Advances in battery technology are challenging automakers and their suppliers to meet higher market demand for hybrid and electric vehicles without compromising quality.
2017 marks the 20th anniversary of the Toyota Prius, the world’s first widely-available hybrid electric vehicle (HEV). Since then more than 12 million HEVs have been sold around the world. Yet sales of HEVs and their full-electric counterparts still account for only a relatively small proportion of the global car market. Thanks to recent advances in battery technology, however, this is all about to change.
“Aside from charging infrastructures, battery cost and life have proved the greatest obstacles to growth in the HEV/EV market so far. It’s definitely not the electric motor or power electronics that are holding back the pace of the industry,” says Professor David Greenwood, head of advanced propulsion systems at WMG, The University of Warwick.
Battery costs for HEVs and EVs can be as much as two to three times greater than the motor and power electronics combined. However, they have decreased significantly over the last eight years; meanwhile energy density has almost doubled.

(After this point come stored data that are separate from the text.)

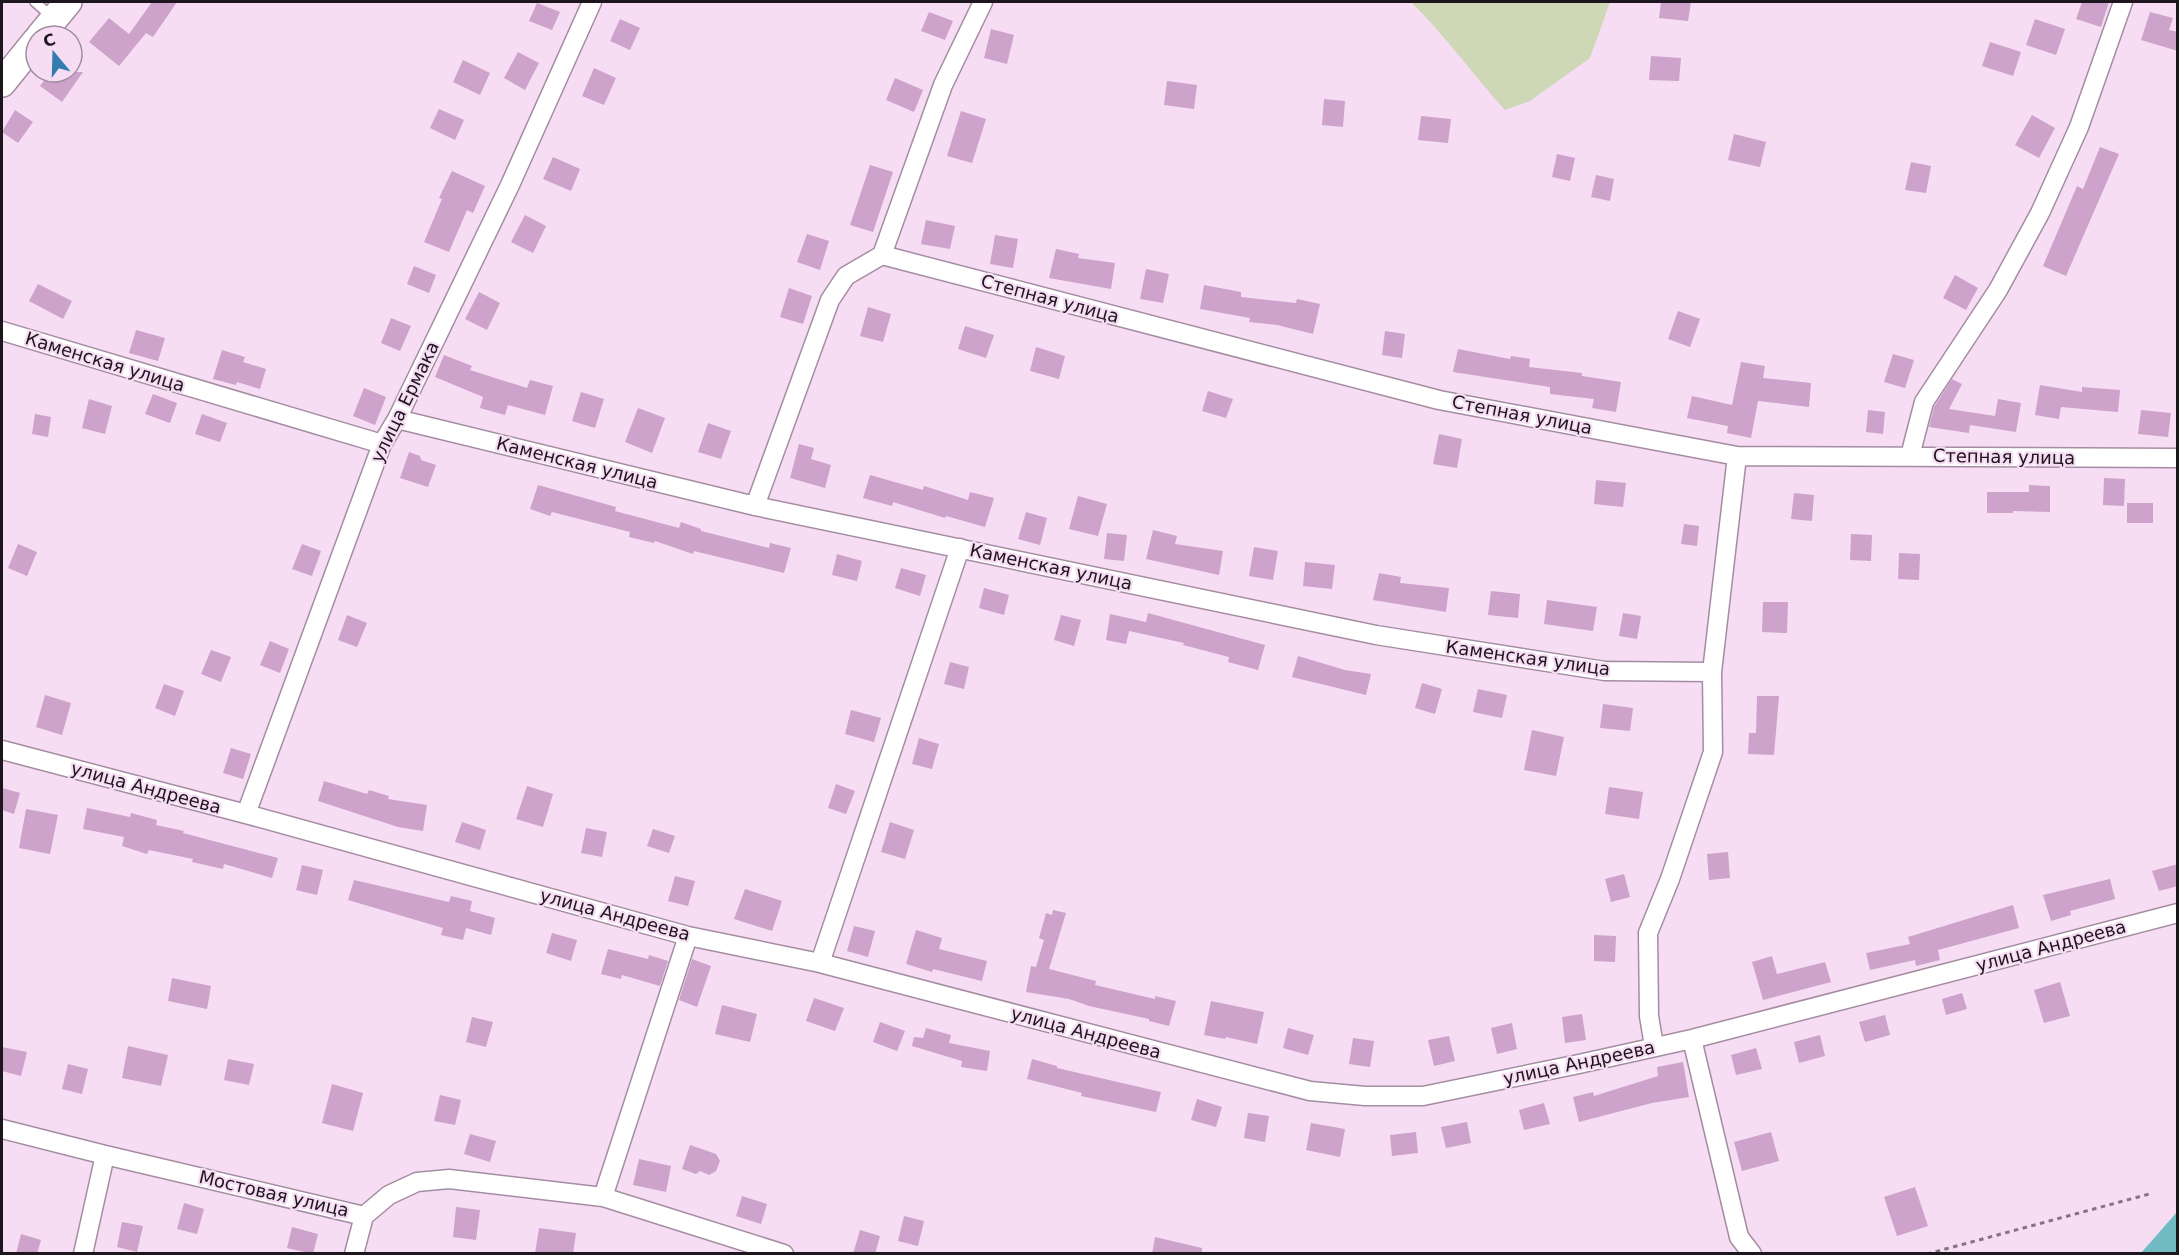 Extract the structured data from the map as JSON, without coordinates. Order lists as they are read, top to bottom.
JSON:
{
  "streets": {
    "street": [
      "Степная улица",
      "Каменская улица",
      "улица Ермака",
      "улица Андреева",
      "Мостовая улица"
    ]
  },
  "crossings": [
    ["Каменская улица", "улица Ермака"],
    ["улица Ермака", "улица Андреева"]
  ],
  "north": "top"
} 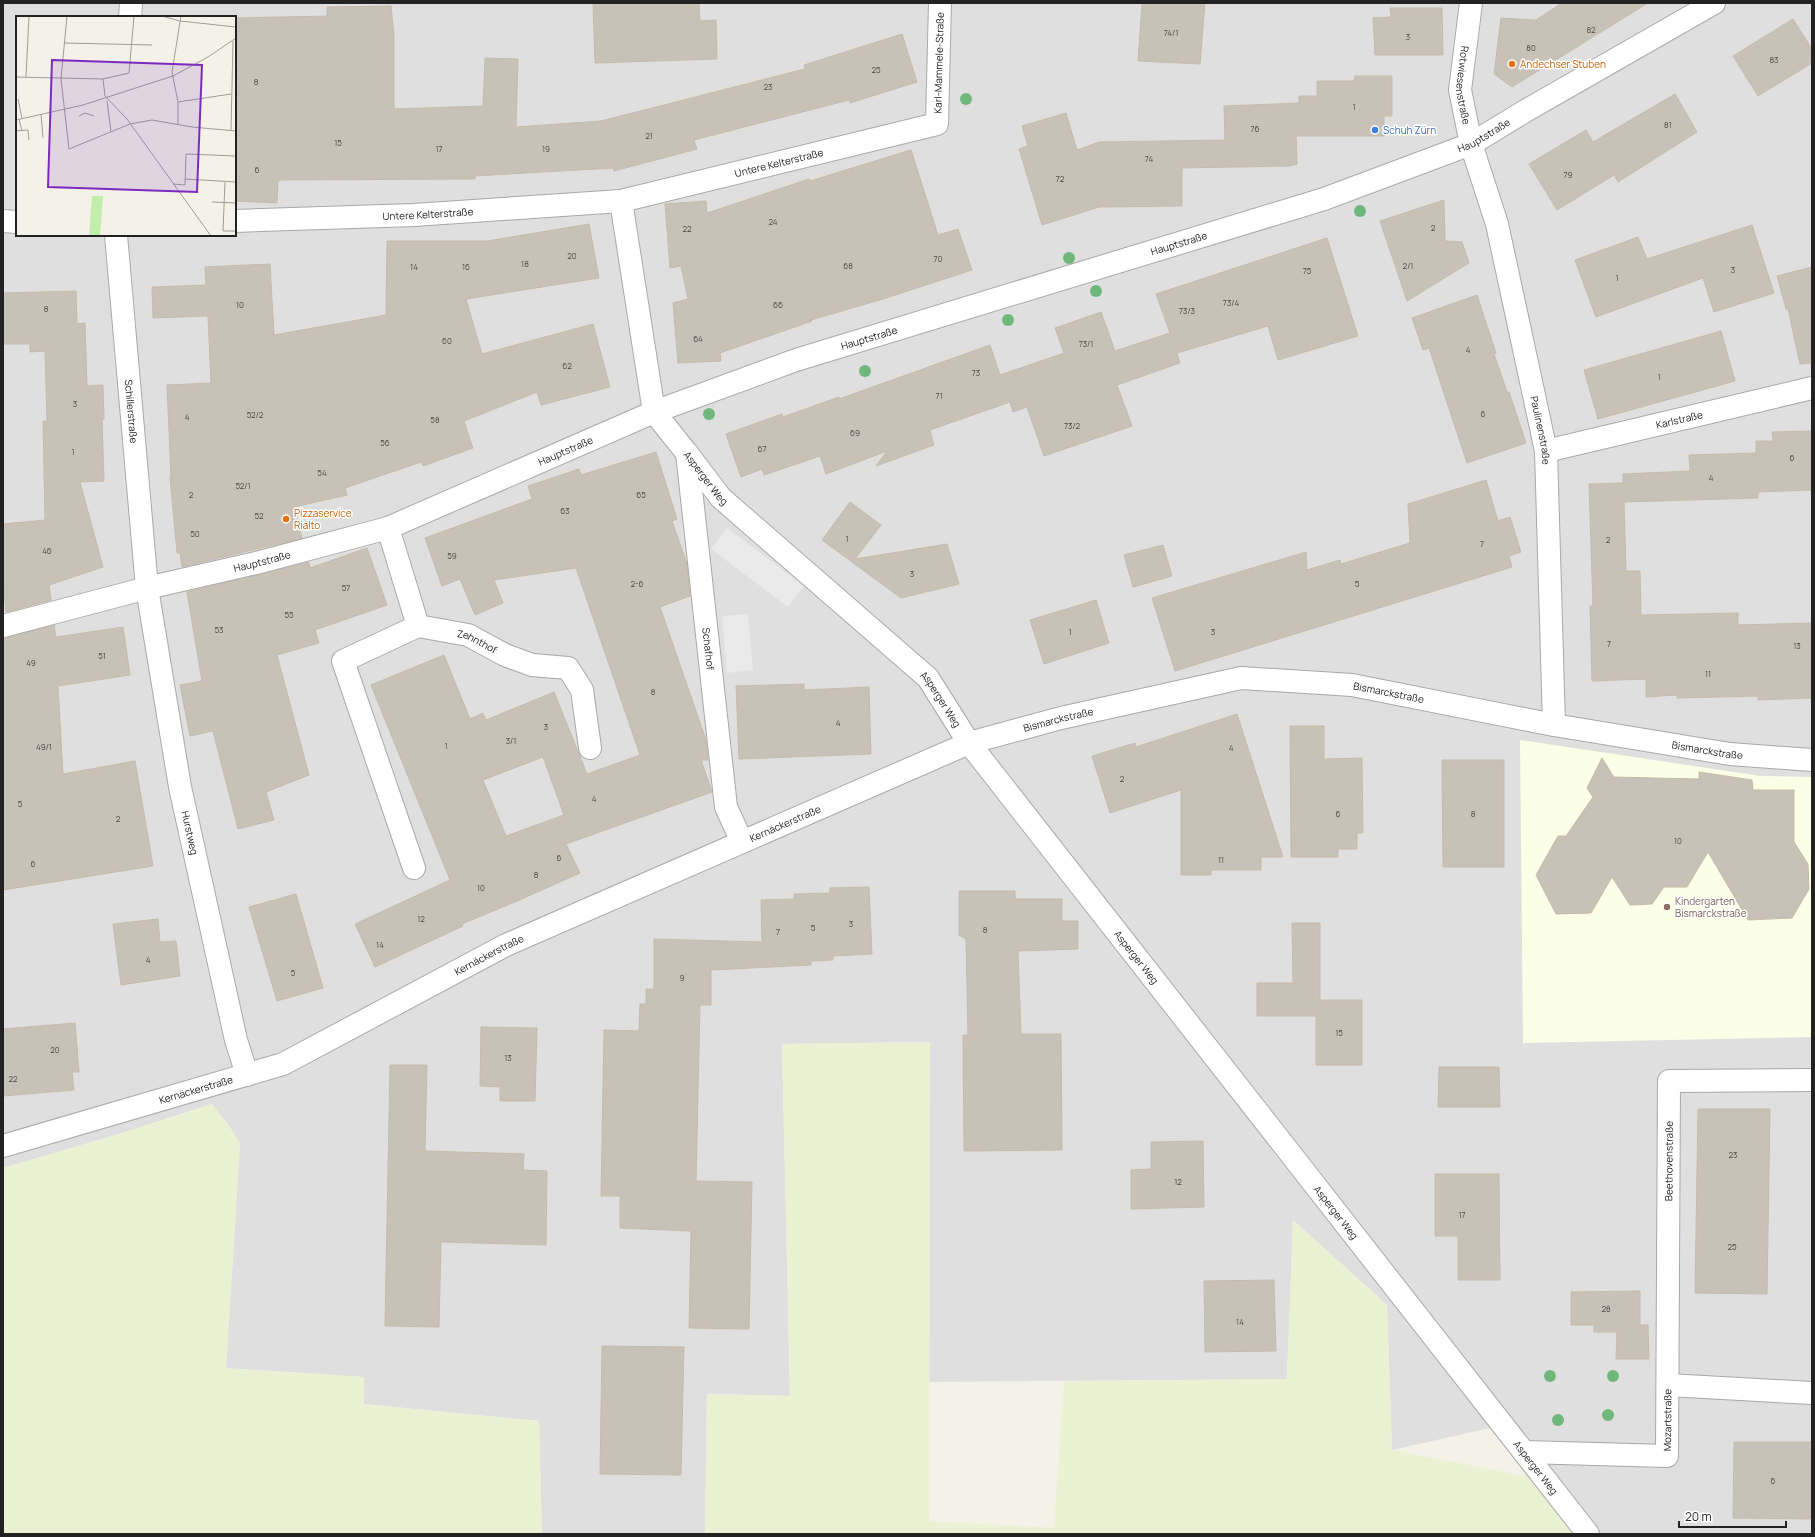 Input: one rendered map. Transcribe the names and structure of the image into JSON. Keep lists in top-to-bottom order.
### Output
{
  "streets": {
    "street": [
      "Karl-Mammele-Straße",
      "Rotwiesenstraße",
      "Hauptstraße",
      "Untere Kelterstraße",
      "Schillerstraße",
      "Karlstraße",
      "Paulinenstraße",
      "Asperger Weg",
      "Zehnthof",
      "Schafhof",
      "Bismarckstraße",
      "Kernäckerstraße",
      "Hurstweg",
      "Beethovenstraße",
      "Mozartstraße"
    ]
  },
  "crossings": [
    ["Karl-Mammele-Straße", "Untere Kelterstraße"],
    ["Rotwiesenstraße", "Hauptstraße"],
    ["Rotwiesenstraße", "Paulinenstraße"],
    ["Hauptstraße", "Schillerstraße"],
    ["Hauptstraße", "Paulinenstraße"],
    ["Hauptstraße", "Asperger Weg"],
    ["Hauptstraße", "Hurstweg"],
    ["Schillerstraße", "Hurstweg"],
    ["Karlstraße", "Paulinenstraße"],
    ["Paulinenstraße", "Bismarckstraße"],
    ["Asperger Weg", "Schafhof"],
    ["Asperger Weg", "Bismarckstraße"],
    ["Asperger Weg", "Kernäckerstraße"],
    ["Asperger Weg", "Mozartstraße"],
    ["Schafhof", "Kernäckerstraße"],
    ["Bismarckstraße", "Kernäckerstraße"],
    ["Kernäckerstraße", "Hurstweg"],
    ["Beethovenstraße", "Mozartstraße"]
  ],
  "places": [
    "Andechser Stuben",
    "Schuh Zürn",
    "Pizzaservice Rialto",
    "Kindergarten Bismarckstraße"
  ],
  "house_numbers": [
    "82",
    "74/1",
    "3",
    "80",
    "83",
    "25",
    "8",
    "23",
    "1",
    "81",
    "76",
    "21",
    "15",
    "17",
    "19",
    "74",
    "6",
    "79",
    "72",
    "24",
    "2",
    "22",
    "20",
    "70",
    "18",
    "68",
    "2/1",
    "14",
    "16",
    "3",
    "75",
    "1",
    "73/4",
    "10",
    "66",
    "8",
    "73/3",
    "64",
    "60",
    "73/1",
    "4",
    "62",
    "73",
    "1",
    "71",
    "3",
    "6",
    "52/2",
    "4",
    "58",
    "73/2",
    "69",
    "56",
    "67",
    "1",
    "6",
    "54",
    "4",
    "52/1",
    "2",
    "65",
    "63",
    "52",
    "50",
    "1",
    "2",
    "7",
    "46",
    "59",
    "3",
    "2-6",
    "5",
    "57",
    "55",
    "53",
    "1",
    "3",
    "7",
    "13",
    "51",
    "49",
    "11",
    "8",
    "4",
    "3",
    "3/1",
    "1",
    "49/1",
    "4",
    "2",
    "4",
    "5",
    "6",
    "8",
    "2",
    "10",
    "6",
    "11",
    "6",
    "8",
    "10",
    "12",
    "3",
    "5",
    "8",
    "7",
    "14",
    "4",
    "5",
    "9",
    "15",
    "20",
    "13",
    "22",
    "23",
    "12",
    "17",
    "25",
    "28",
    "14",
    "6"
  ],
  "scale_bar": "20 m"
}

These advances can be attributed to improved electrochemistry and packaging of the electrochemistry, as well as economies of scale.
“It’s the speed at which we can improve the battery that will ultimately impact sales and usage of HEVs and EVs,” Professor Greenwood continues. “Right now battery performance is increasing on a fast trajectory but to get to a point where HEVs and EVs are fully democratised and make up 60-70% of all sales, we need to double the energy density again.”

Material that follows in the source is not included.